[Start of section]
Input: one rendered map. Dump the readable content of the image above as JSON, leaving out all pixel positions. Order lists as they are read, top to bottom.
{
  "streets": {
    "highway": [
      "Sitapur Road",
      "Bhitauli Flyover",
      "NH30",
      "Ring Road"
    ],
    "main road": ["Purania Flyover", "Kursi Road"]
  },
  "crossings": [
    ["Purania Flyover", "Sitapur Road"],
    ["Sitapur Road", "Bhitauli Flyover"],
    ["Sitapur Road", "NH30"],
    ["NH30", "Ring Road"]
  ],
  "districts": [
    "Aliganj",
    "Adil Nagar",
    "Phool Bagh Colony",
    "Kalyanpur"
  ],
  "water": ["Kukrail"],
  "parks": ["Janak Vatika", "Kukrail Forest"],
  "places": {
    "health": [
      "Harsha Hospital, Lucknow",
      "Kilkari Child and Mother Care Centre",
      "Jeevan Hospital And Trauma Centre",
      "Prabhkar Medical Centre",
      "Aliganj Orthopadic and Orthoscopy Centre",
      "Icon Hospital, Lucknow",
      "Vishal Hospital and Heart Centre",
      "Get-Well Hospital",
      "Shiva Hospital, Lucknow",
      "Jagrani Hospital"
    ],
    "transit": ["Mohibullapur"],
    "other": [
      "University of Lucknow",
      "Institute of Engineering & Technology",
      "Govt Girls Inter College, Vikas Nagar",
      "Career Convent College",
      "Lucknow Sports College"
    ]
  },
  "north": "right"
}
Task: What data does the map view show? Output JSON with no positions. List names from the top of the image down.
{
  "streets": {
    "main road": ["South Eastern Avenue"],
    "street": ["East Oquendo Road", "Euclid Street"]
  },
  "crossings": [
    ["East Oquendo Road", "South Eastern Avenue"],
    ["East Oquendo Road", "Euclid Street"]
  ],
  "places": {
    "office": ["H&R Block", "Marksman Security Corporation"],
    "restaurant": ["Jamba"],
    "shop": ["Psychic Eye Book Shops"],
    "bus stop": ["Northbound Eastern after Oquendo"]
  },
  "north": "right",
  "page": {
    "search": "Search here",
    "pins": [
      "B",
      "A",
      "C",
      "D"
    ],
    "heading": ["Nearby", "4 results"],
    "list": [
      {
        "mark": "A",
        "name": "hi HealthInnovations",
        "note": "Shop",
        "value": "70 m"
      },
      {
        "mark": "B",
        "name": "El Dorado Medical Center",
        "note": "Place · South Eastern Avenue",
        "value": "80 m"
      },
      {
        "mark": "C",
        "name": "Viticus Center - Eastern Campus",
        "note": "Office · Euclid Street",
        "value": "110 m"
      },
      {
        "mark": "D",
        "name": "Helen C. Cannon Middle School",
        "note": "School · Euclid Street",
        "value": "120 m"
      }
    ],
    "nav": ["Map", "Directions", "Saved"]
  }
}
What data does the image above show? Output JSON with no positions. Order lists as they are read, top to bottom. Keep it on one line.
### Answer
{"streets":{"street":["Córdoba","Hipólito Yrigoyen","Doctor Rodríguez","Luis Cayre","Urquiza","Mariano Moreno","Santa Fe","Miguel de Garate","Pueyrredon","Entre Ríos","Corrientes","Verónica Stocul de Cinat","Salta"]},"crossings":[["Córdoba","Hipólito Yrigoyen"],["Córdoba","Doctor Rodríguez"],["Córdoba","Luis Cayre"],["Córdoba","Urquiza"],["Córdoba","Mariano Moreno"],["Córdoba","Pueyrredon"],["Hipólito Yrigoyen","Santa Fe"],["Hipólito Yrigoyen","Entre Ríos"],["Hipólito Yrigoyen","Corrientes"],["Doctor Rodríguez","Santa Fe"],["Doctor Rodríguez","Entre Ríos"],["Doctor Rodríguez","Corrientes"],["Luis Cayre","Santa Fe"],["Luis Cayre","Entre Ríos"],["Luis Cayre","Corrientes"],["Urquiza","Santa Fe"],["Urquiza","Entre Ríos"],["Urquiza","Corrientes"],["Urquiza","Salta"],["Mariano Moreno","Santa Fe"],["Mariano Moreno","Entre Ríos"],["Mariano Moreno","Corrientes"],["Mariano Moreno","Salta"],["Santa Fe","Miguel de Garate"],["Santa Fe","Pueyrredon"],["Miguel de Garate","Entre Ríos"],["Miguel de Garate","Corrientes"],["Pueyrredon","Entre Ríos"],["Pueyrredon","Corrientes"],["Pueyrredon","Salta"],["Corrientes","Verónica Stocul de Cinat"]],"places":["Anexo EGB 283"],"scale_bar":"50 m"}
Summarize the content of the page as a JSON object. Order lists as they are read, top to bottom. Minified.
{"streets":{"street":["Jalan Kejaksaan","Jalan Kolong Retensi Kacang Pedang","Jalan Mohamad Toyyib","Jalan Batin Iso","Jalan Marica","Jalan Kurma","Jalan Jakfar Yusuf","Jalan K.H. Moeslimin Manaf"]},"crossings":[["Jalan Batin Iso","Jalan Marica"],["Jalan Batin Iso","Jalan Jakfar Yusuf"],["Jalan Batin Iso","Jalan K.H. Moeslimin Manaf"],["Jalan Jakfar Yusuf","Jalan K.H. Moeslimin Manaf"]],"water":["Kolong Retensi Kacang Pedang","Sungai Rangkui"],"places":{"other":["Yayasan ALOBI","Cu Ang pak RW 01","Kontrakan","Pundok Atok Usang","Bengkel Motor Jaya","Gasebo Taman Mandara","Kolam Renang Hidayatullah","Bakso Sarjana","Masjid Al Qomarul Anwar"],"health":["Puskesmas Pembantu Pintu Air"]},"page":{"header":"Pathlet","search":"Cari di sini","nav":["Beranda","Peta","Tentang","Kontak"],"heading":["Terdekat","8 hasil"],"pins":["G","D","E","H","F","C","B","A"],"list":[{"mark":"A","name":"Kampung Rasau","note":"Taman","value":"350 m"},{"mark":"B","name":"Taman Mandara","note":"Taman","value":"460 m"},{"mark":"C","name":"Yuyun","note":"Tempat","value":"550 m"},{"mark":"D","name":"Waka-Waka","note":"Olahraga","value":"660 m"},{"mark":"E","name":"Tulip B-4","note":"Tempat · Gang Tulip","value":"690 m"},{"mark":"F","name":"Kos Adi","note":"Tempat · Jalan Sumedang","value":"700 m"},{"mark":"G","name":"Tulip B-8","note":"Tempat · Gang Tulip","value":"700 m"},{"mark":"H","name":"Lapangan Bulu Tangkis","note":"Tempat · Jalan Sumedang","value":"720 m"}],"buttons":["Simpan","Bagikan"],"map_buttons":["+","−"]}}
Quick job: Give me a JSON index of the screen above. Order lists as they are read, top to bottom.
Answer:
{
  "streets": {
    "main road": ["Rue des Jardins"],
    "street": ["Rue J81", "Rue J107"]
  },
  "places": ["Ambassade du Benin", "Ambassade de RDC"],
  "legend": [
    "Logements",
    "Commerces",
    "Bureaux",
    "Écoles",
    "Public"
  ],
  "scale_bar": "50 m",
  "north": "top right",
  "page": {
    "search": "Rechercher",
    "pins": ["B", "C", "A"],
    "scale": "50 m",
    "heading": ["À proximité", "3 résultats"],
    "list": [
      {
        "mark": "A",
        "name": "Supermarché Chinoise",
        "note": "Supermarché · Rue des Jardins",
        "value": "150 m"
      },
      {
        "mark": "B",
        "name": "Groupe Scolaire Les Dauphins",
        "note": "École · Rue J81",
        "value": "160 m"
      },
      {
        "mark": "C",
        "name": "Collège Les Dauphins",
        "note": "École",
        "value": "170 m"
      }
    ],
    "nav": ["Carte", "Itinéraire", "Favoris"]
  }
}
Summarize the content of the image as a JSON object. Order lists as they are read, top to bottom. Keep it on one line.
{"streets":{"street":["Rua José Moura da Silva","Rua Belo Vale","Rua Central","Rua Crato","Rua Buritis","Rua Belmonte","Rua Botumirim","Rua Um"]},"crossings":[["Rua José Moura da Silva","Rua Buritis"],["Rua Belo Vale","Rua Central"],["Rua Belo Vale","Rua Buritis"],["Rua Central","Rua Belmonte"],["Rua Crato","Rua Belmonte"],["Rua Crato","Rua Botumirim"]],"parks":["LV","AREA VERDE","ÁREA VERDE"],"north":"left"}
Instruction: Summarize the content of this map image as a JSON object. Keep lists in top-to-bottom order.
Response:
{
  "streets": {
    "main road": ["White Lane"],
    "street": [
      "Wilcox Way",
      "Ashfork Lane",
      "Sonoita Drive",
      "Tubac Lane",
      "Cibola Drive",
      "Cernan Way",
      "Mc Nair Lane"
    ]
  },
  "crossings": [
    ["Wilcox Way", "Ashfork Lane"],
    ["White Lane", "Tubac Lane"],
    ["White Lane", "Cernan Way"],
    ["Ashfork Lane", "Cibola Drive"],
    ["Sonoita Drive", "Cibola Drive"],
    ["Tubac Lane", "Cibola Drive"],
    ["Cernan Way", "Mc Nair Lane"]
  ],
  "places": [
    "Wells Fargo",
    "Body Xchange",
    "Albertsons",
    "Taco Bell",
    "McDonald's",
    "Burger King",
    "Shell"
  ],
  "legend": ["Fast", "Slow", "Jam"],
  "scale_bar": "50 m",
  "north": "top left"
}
[End of section]
INSTRUCTIONS TO FOLLOW: What belongs in the answer is each line of the listing that contains the word "Kukrail".

RESULT FOR THIS TASK:
  "water": ["Kukrail"],
  "parks": ["Janak Vatika", "Kukrail Forest"],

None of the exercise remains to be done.